Rupiah Tembus Rp 15.300, IHSG Tertekan hingga Minus 0,63 Persen Sepekan
Dosen sekaligus praktisi pasar modal Lanjar Nafi mengatakan, pelemahan IHSG, di antaranya karena nilai tukar rupiah terdepresiasi 0,49 persen sepekan
Penulis: Yanuar R Yovanda
Editor: Hendra Gunawan
Laporan Wartawan Tribunnews.com, Yanuar Riezqi Yovanda
TRIBUNNEWS.COM, JAKARTA -- Selama sepekan, Indeks Harga Saham Gabungan (IHSG) catatkan pelemahan sebesar minus 0,63 persen dan Indeks LQ45 turun 0,84 persen pekan ini, mengiringi beragam sentimen dari luar maupun dalam negeri.
Dosen sekaligus praktisi pasar modal Lanjar Nafi mengatakan, pelemahan IHSG, di antaranya karena nilai tukar rupiah terdepresiasi 0,49 persen sepekan.
"Merupakan depresiasi terdalam mingguan sejak 3 minggu terakhir," ujar dia melalui risetnya kepada Tribunnews.com, Minggu (5/3/2023).
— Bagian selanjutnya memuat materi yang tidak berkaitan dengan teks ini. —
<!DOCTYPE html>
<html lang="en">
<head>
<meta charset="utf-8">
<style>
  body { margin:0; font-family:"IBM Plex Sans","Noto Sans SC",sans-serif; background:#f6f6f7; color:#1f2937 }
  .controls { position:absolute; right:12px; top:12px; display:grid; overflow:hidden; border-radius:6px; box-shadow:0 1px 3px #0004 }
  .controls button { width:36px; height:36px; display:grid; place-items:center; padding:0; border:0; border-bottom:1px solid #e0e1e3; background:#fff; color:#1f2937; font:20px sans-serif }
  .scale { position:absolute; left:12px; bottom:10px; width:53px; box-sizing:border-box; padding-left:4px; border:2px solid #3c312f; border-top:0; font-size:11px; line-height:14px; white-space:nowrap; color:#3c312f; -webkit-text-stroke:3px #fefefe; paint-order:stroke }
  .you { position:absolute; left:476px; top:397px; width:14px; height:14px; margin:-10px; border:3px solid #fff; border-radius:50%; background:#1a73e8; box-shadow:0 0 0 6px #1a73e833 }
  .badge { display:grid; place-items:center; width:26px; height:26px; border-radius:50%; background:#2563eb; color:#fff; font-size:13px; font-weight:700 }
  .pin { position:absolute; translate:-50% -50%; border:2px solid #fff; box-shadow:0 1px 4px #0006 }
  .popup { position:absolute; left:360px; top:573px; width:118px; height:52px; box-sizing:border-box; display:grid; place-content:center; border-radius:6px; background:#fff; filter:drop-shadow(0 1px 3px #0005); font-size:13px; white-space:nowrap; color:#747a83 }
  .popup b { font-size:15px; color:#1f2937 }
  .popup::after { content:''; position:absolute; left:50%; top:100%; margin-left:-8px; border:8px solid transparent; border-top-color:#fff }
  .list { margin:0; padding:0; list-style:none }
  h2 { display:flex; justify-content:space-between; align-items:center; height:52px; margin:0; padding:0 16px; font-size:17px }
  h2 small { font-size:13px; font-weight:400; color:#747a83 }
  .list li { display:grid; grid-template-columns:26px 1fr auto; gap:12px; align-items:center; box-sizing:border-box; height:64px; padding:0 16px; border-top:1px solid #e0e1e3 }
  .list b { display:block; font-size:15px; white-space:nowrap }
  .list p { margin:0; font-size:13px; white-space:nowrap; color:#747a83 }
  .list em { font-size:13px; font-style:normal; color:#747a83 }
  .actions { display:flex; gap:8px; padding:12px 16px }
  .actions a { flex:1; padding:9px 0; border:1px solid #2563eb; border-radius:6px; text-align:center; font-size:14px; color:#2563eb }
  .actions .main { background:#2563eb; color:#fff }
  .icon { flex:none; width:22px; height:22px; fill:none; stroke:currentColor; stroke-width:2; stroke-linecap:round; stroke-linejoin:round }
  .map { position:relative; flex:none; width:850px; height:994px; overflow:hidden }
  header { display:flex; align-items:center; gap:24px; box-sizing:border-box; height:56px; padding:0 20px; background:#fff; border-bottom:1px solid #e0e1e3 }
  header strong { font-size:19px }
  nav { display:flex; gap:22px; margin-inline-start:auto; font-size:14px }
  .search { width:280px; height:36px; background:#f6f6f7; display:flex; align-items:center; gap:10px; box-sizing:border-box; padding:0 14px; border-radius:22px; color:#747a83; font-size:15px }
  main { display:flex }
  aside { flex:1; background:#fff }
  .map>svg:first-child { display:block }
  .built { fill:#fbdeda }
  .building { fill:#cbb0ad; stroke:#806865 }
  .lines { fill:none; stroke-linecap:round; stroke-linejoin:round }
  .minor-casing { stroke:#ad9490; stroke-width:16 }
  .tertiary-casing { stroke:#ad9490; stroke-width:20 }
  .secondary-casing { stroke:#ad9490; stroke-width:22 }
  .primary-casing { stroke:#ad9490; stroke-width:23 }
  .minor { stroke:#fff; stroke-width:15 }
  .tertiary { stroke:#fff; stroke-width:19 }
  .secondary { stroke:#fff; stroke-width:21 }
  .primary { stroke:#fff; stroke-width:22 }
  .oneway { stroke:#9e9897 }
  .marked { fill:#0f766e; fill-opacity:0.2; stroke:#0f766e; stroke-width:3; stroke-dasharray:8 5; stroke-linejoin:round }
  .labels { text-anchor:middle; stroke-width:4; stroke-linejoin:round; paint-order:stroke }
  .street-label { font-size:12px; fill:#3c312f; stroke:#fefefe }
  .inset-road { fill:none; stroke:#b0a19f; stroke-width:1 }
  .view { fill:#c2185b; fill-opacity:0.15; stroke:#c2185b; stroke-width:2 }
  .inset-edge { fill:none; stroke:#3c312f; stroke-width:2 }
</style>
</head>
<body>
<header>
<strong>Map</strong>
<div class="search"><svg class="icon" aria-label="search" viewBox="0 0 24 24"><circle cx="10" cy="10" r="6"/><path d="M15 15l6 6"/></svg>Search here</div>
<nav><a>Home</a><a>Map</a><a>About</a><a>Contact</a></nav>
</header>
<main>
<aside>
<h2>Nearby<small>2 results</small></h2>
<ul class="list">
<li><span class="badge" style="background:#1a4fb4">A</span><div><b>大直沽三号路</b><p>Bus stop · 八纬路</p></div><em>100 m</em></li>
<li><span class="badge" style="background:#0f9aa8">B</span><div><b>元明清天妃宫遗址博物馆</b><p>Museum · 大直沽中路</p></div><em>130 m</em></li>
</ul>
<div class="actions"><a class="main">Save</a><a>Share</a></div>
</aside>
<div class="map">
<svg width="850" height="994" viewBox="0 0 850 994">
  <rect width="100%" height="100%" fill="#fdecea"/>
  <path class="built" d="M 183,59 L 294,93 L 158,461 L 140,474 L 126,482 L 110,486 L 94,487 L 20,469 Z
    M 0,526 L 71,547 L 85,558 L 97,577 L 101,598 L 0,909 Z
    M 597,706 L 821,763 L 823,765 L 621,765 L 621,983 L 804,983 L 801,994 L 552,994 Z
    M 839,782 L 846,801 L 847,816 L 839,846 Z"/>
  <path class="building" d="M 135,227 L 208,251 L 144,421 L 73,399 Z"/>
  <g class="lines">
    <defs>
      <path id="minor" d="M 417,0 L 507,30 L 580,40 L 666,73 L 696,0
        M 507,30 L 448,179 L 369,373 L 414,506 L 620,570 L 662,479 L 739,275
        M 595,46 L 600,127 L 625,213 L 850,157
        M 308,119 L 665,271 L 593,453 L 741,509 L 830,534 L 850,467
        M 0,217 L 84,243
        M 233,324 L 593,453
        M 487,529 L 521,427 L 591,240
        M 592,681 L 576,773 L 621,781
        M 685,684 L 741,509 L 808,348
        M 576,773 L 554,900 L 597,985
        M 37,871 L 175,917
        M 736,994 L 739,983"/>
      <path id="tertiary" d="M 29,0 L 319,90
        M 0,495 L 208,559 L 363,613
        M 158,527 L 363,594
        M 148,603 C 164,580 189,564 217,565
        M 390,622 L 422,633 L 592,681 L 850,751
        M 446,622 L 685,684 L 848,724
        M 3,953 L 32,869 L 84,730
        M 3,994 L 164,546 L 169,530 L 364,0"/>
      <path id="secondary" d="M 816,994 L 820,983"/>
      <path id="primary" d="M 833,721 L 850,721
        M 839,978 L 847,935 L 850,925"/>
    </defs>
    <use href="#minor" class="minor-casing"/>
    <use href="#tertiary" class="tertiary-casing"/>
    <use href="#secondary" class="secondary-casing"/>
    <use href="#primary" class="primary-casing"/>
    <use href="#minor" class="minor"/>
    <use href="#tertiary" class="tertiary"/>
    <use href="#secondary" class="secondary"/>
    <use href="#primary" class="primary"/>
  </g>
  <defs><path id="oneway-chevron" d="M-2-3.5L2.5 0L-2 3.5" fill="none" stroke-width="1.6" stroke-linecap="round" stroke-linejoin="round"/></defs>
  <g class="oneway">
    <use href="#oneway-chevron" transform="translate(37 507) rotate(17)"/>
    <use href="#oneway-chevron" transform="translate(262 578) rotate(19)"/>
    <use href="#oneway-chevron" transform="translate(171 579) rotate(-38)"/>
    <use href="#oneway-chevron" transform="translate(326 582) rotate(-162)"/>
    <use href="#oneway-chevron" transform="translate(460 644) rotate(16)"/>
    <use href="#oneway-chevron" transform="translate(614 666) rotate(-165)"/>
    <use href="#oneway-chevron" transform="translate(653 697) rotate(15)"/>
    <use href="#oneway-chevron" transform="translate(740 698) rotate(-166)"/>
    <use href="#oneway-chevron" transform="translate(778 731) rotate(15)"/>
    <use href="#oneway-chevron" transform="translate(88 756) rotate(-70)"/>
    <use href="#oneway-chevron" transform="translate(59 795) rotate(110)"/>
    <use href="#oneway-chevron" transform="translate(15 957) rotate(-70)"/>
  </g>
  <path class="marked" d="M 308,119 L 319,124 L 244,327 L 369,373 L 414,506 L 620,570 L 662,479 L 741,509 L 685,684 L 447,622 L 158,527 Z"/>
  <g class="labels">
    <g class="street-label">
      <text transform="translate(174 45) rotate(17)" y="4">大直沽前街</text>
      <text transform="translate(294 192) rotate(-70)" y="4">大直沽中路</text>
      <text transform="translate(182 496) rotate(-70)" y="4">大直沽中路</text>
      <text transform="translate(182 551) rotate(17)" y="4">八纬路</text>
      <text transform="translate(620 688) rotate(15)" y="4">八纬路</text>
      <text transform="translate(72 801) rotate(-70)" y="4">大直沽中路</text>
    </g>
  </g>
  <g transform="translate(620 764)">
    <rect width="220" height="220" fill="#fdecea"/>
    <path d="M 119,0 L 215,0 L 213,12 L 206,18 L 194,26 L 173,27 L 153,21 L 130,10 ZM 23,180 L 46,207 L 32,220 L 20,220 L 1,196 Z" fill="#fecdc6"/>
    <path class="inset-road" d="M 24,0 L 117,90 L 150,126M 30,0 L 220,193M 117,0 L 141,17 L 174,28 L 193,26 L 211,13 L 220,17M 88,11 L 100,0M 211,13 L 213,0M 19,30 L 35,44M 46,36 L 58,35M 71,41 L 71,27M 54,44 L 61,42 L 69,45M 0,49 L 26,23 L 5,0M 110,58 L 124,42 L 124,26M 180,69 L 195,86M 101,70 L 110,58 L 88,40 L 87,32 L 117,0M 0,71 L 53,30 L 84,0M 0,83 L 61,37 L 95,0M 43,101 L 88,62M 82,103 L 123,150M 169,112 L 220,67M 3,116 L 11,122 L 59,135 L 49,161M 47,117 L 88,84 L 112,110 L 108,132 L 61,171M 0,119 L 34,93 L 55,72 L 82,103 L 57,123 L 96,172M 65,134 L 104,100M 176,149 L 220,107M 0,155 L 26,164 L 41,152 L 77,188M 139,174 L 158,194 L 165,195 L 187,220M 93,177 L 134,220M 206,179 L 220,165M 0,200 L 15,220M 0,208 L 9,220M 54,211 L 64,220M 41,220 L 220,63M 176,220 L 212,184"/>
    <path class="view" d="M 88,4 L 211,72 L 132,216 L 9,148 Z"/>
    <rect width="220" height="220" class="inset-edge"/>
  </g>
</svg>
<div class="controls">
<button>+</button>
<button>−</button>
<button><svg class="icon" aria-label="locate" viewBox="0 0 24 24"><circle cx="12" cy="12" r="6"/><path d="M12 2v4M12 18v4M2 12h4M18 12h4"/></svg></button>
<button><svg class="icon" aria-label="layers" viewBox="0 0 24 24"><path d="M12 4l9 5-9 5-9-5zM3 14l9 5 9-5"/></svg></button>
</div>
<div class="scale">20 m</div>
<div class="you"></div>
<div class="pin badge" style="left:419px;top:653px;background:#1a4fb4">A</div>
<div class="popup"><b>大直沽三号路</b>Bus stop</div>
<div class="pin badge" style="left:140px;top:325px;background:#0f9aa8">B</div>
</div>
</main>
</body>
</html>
Baca juga: IHSG Berpeluang Menguat Jelang Rilis Data Inflasi
Naiknya persepsi investor terhadap resesi di Amerika Serikat (AS) membuat permintaan The Greenback menguat, hingga membuat aksi jual pada pasar saham dan obligasi.
"Beragam sentimen menjadi fokus investor di akhir bulan Februari dan awal bulan Maret. Diawali dengan tanggapan The Fed mengenai data inflasi, pekerja, dan pengeluaran konsumen AS yang menandakan solidnya ekonomi seakan mengarahkan kepada pengetatan kebijakan lanjutan di 2023 memang diperlukan," katanya.
Selanjutnya, pergeseran terminal rate atau batas suku bunga AS dari di bawah 5 persen menjadi 5,5 persen masih menjadi trigger negatif.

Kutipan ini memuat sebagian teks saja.